Extracted material |
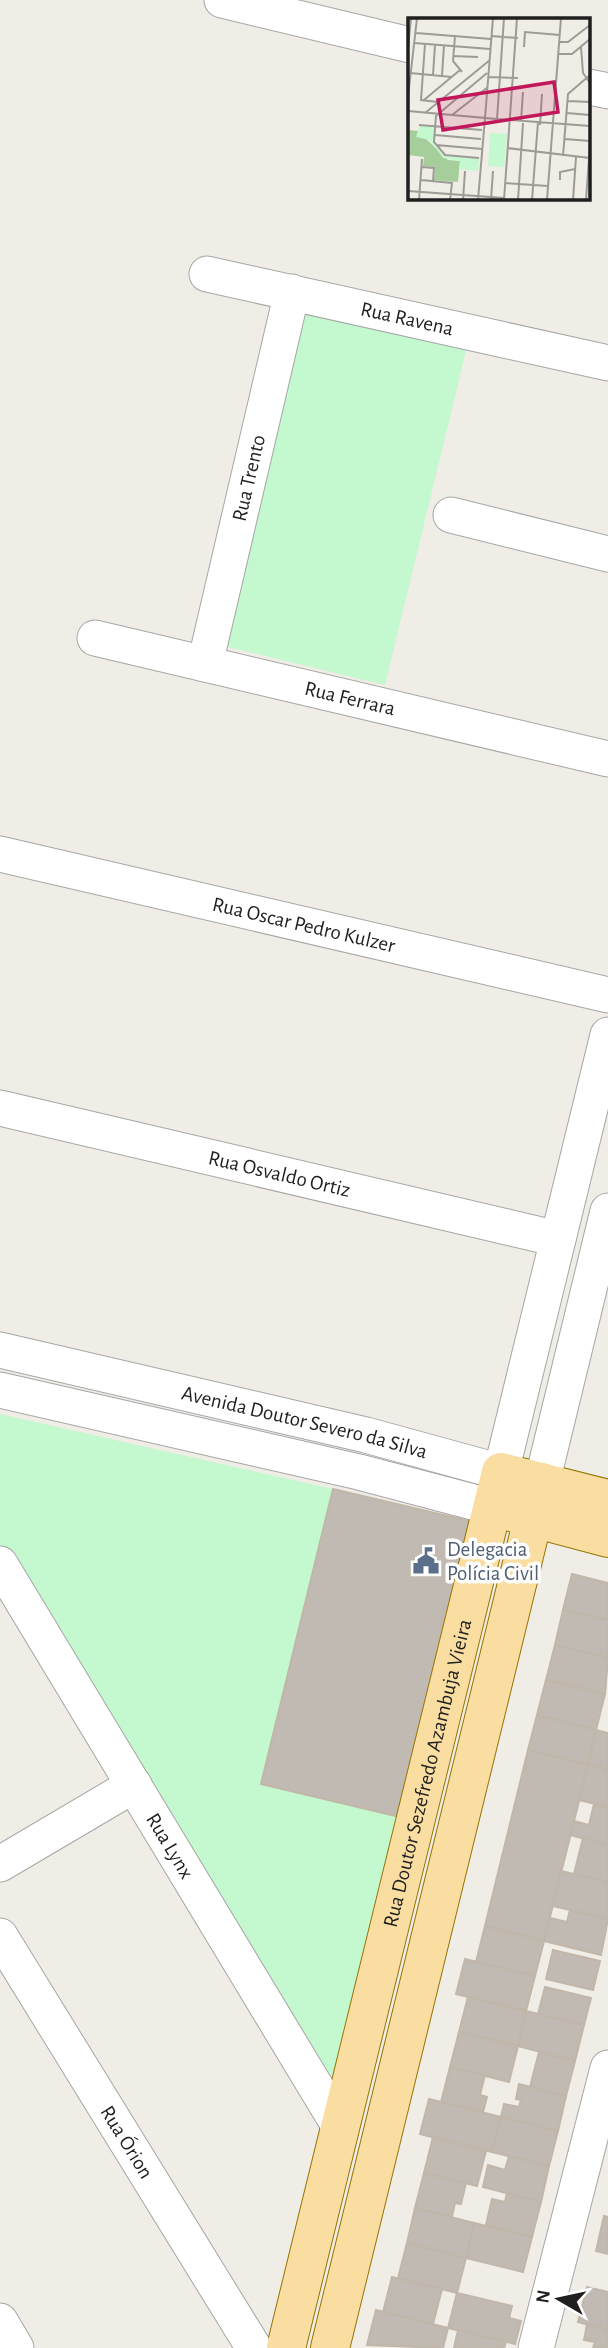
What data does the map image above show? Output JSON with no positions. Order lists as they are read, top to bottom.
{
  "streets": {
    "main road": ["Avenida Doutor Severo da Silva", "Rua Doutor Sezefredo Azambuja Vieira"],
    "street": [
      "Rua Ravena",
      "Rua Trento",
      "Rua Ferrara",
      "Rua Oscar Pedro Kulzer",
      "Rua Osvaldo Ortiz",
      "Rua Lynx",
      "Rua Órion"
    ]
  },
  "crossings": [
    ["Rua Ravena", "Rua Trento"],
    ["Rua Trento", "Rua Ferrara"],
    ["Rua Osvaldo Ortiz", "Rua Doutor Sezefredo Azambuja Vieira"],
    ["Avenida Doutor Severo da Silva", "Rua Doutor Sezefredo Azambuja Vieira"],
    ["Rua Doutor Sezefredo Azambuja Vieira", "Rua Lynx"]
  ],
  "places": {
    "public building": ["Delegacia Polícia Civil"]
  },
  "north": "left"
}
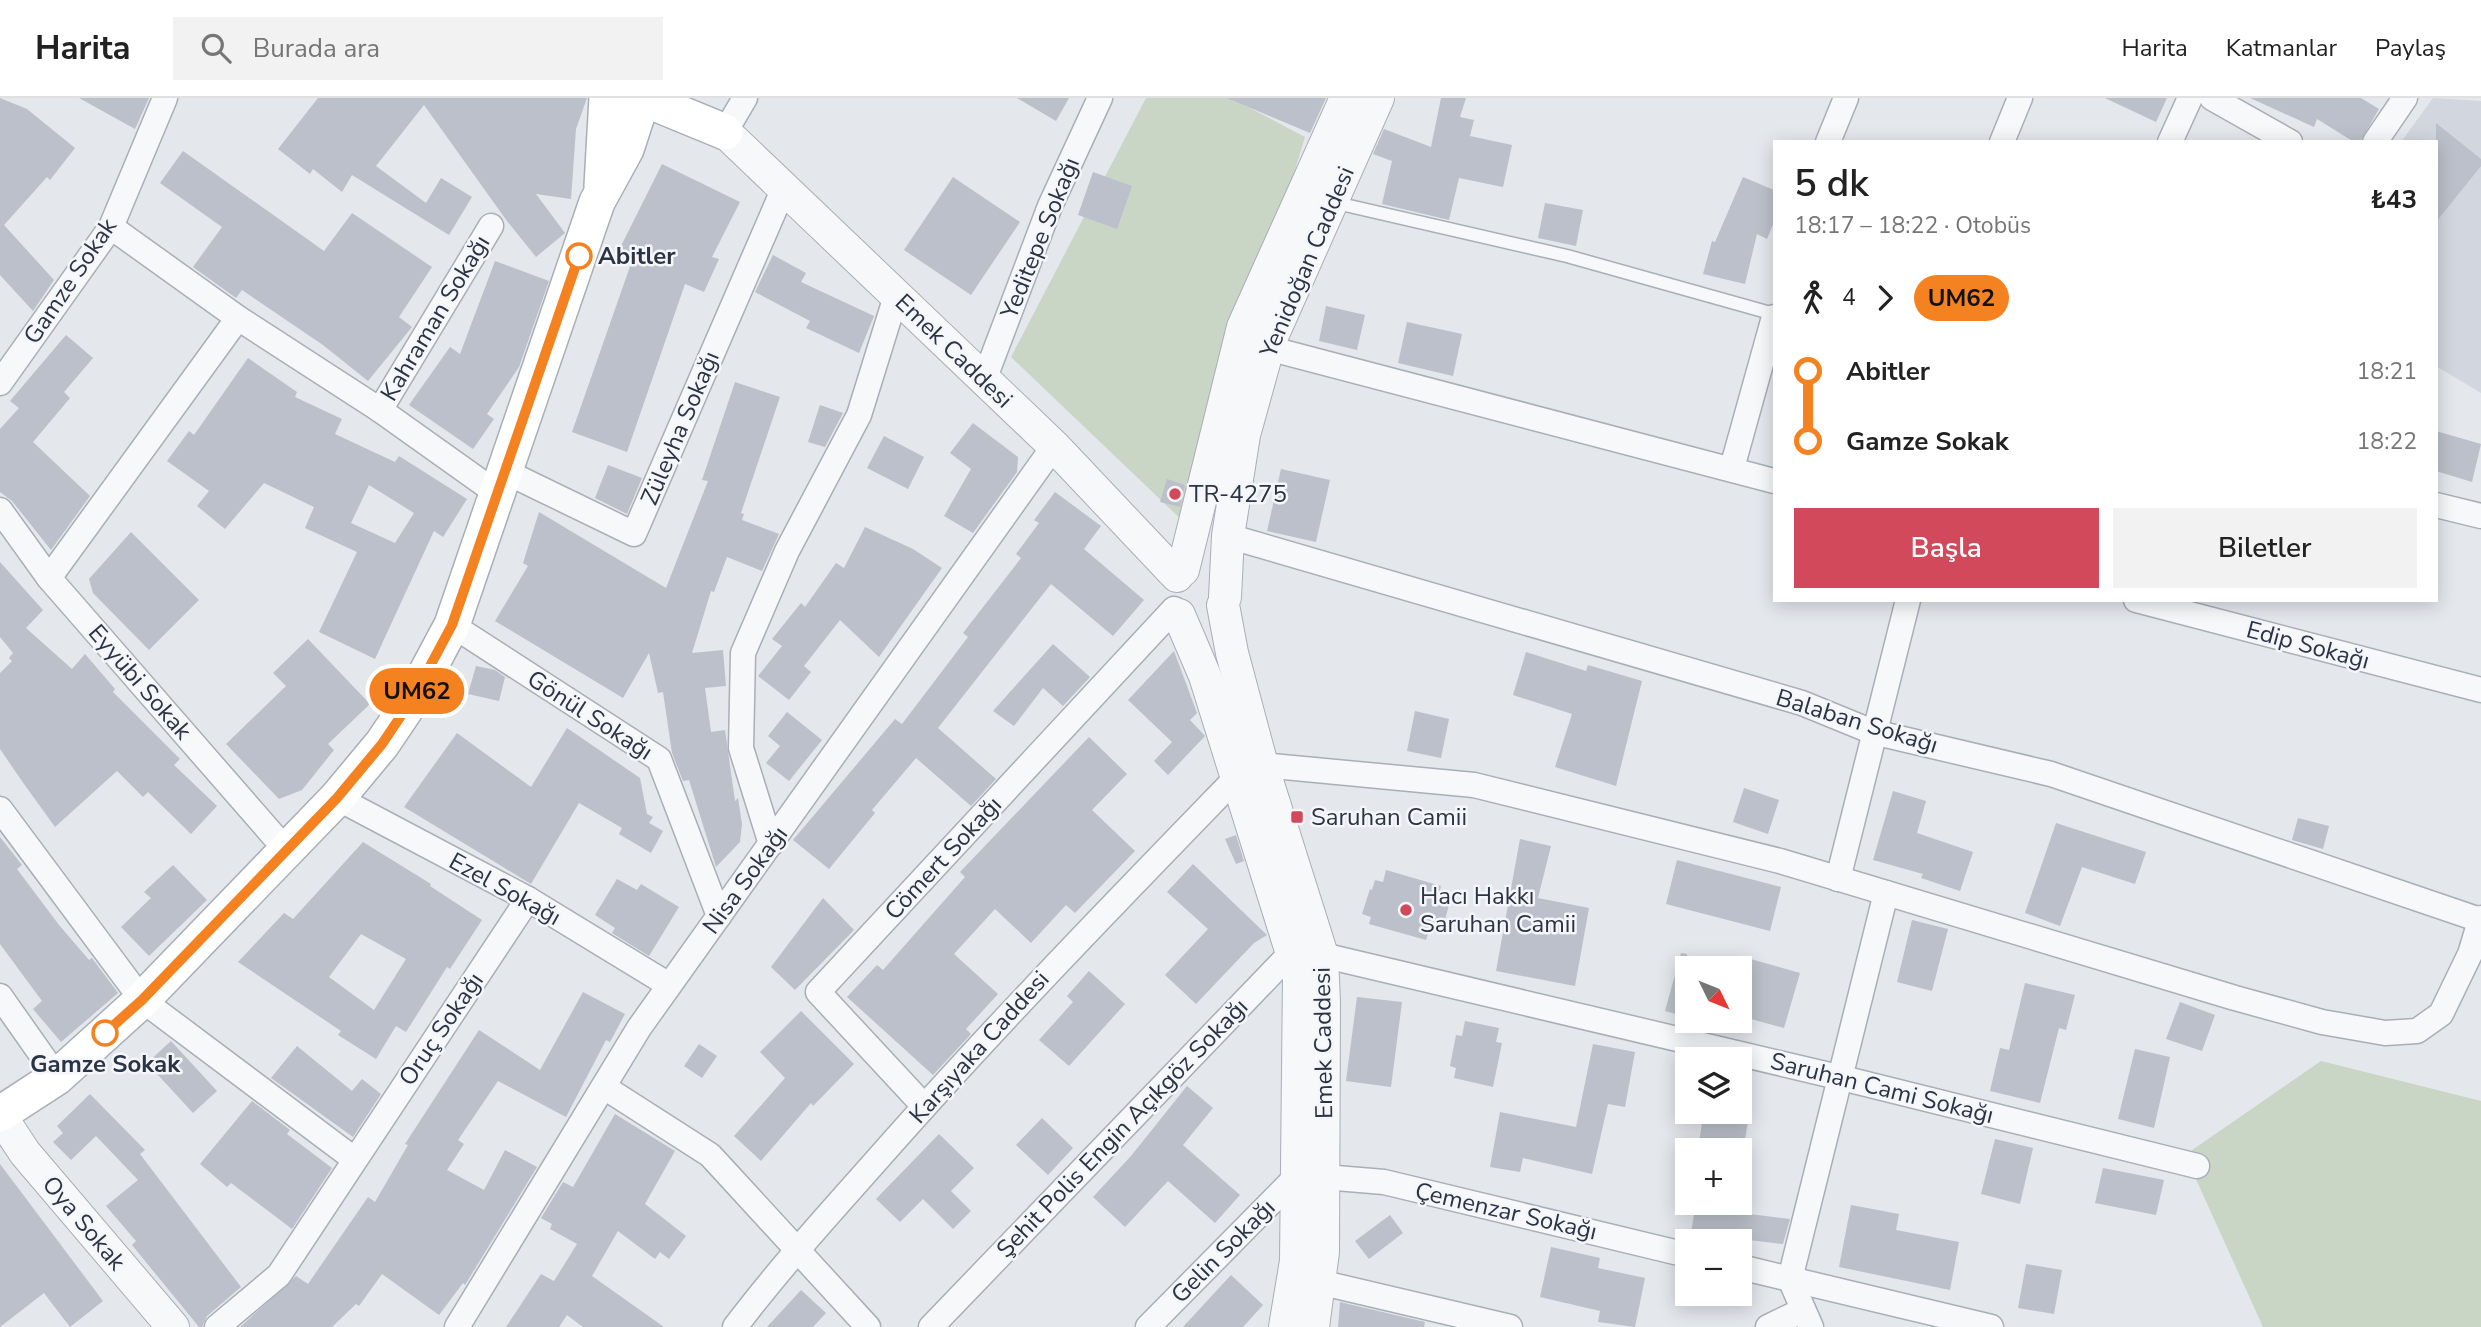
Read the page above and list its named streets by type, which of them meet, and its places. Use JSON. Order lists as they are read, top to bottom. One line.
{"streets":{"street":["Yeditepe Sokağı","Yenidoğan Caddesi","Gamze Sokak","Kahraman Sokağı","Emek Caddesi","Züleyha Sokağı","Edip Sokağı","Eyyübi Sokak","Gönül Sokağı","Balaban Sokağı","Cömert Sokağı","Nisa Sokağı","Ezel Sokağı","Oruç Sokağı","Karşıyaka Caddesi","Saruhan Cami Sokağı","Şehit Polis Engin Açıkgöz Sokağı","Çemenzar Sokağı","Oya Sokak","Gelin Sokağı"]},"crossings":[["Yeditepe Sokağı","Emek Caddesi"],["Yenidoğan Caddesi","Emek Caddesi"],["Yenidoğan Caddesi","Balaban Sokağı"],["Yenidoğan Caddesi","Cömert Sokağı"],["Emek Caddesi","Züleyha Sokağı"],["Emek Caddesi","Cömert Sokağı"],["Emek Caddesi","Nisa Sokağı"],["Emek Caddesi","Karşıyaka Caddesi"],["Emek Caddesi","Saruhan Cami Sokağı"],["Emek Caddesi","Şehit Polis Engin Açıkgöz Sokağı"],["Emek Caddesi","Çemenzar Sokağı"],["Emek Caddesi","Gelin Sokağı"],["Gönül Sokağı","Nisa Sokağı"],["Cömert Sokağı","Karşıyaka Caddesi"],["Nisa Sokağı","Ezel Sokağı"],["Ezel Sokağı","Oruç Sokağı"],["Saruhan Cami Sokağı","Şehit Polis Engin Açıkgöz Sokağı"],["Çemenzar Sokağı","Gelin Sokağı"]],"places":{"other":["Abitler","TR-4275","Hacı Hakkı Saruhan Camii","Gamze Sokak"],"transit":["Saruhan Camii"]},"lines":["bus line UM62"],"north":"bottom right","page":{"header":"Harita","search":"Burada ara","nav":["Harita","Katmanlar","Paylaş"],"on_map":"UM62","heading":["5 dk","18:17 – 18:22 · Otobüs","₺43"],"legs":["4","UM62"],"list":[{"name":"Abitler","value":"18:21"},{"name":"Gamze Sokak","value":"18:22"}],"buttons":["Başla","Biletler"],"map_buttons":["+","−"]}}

...

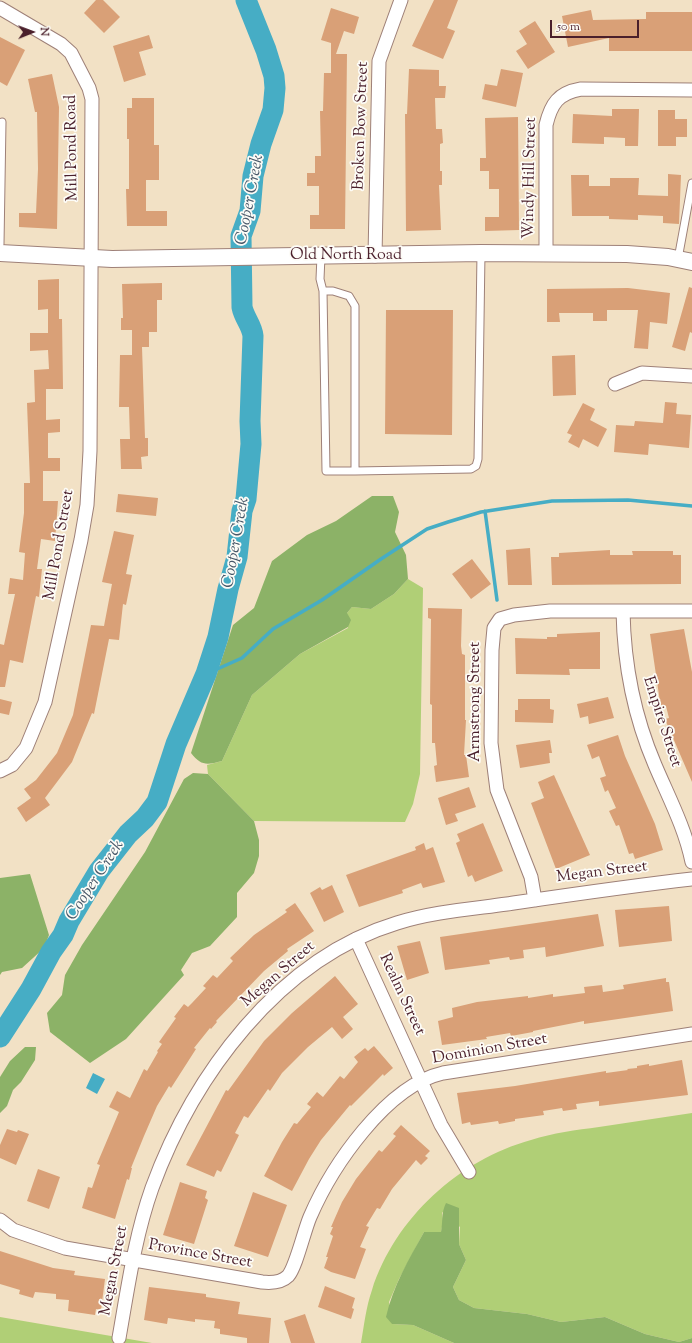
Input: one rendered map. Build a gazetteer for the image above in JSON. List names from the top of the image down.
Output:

* * *

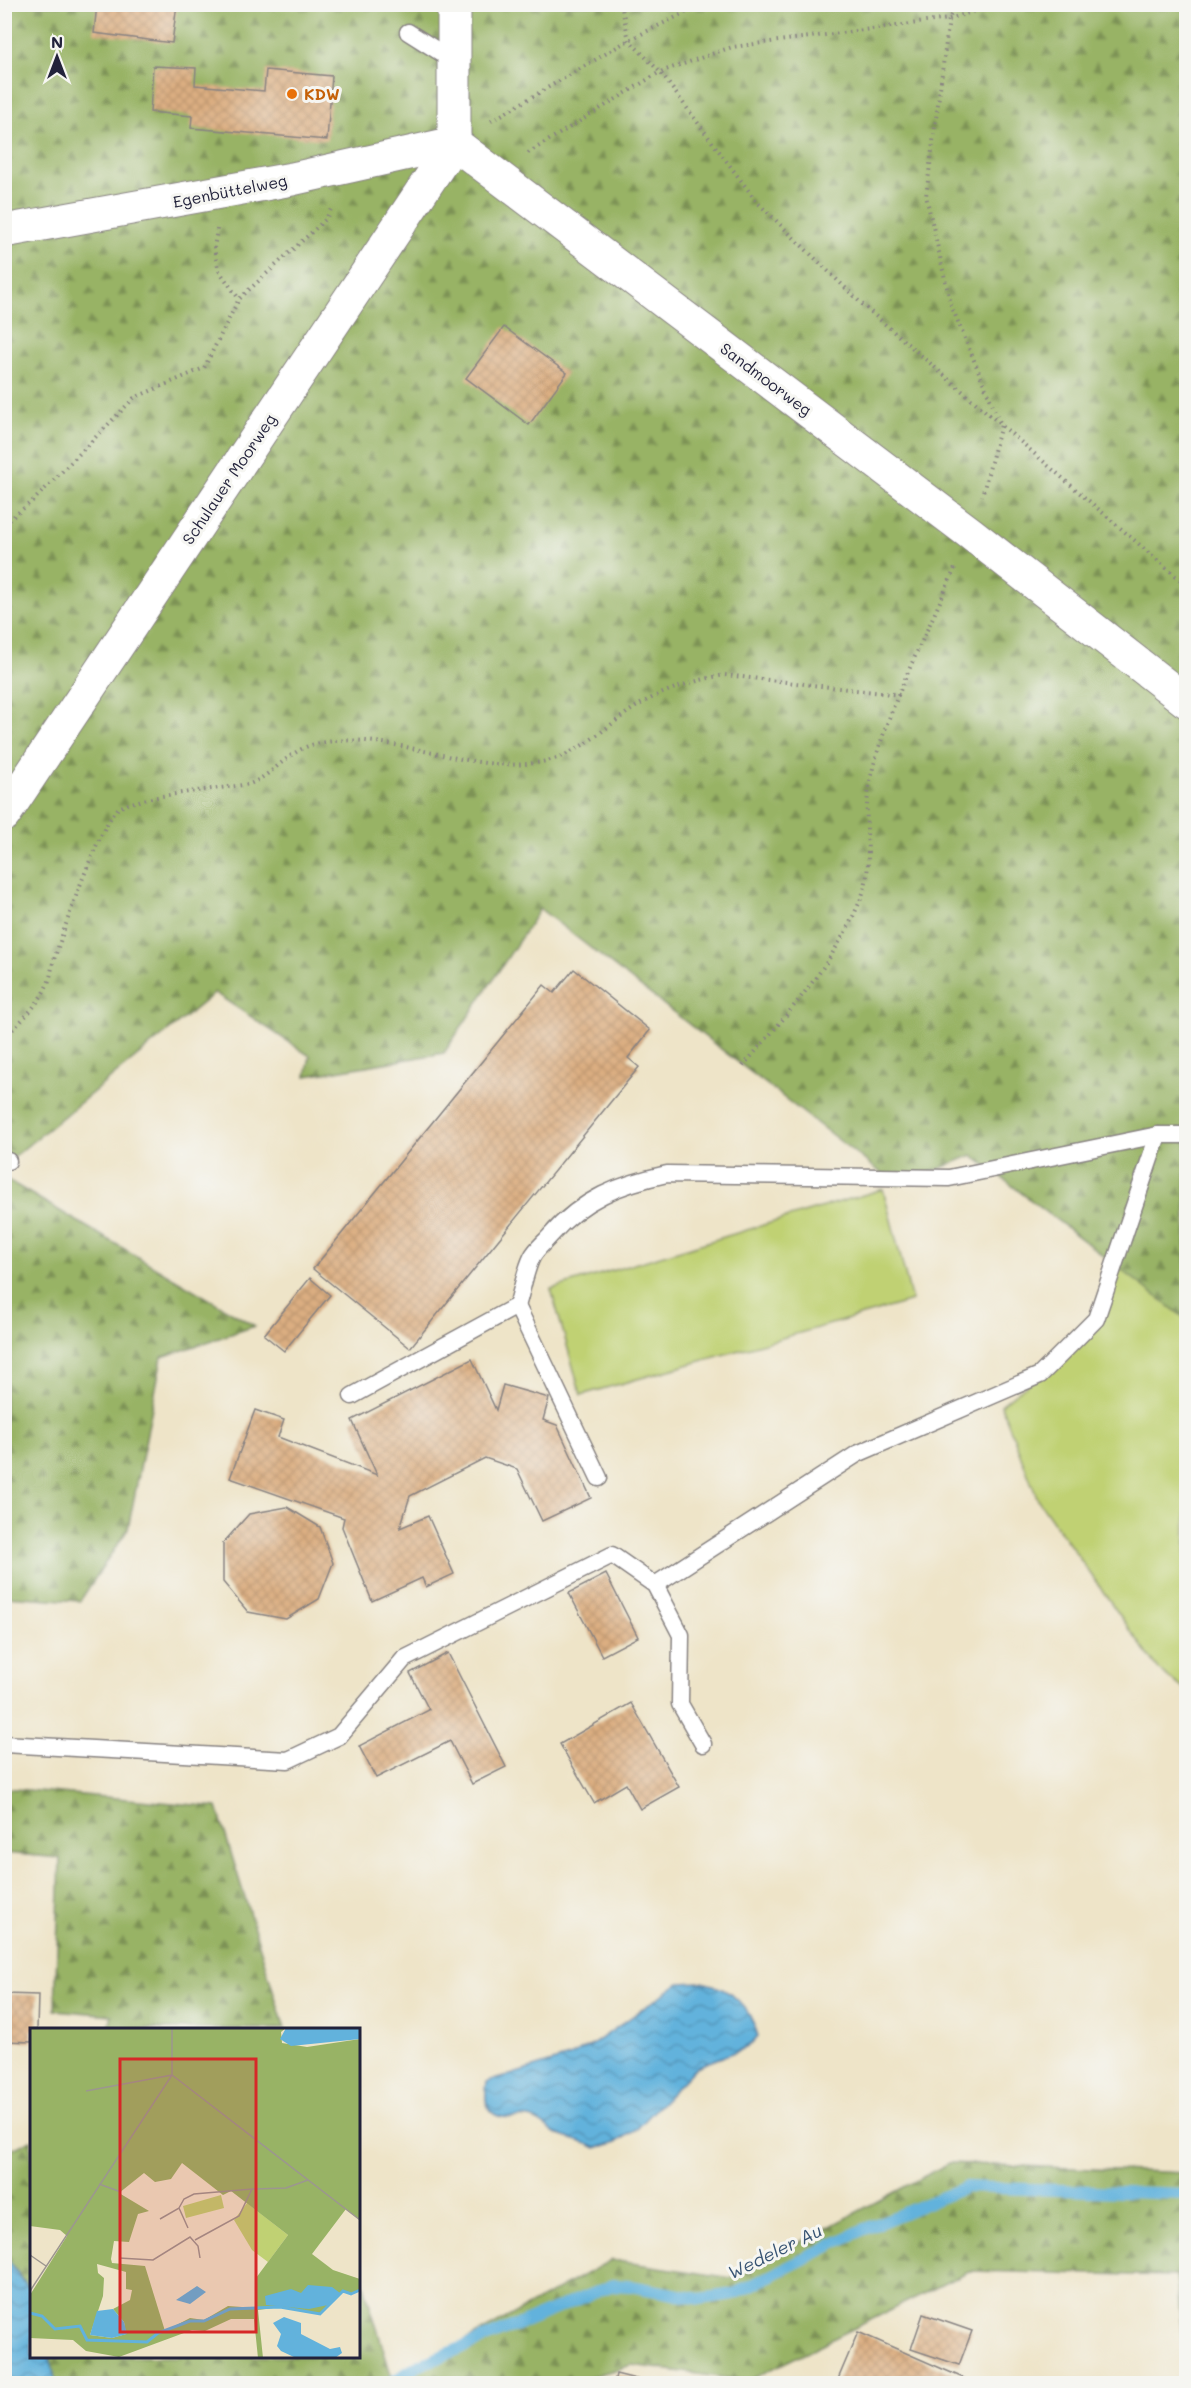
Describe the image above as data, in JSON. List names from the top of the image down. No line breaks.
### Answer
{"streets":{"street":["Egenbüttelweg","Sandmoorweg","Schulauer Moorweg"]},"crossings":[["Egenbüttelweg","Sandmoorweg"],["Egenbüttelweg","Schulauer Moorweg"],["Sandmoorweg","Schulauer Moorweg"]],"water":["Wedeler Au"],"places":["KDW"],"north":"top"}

Exercise | Review the material and copy each line in which the word "from" appears.

Response |
Input: one rendered map. Build a gazetteer for the image above in JSON. List names from the top of the image down.
Describe the image above as data, in JSON. List names from the top of the image down. No line breaks.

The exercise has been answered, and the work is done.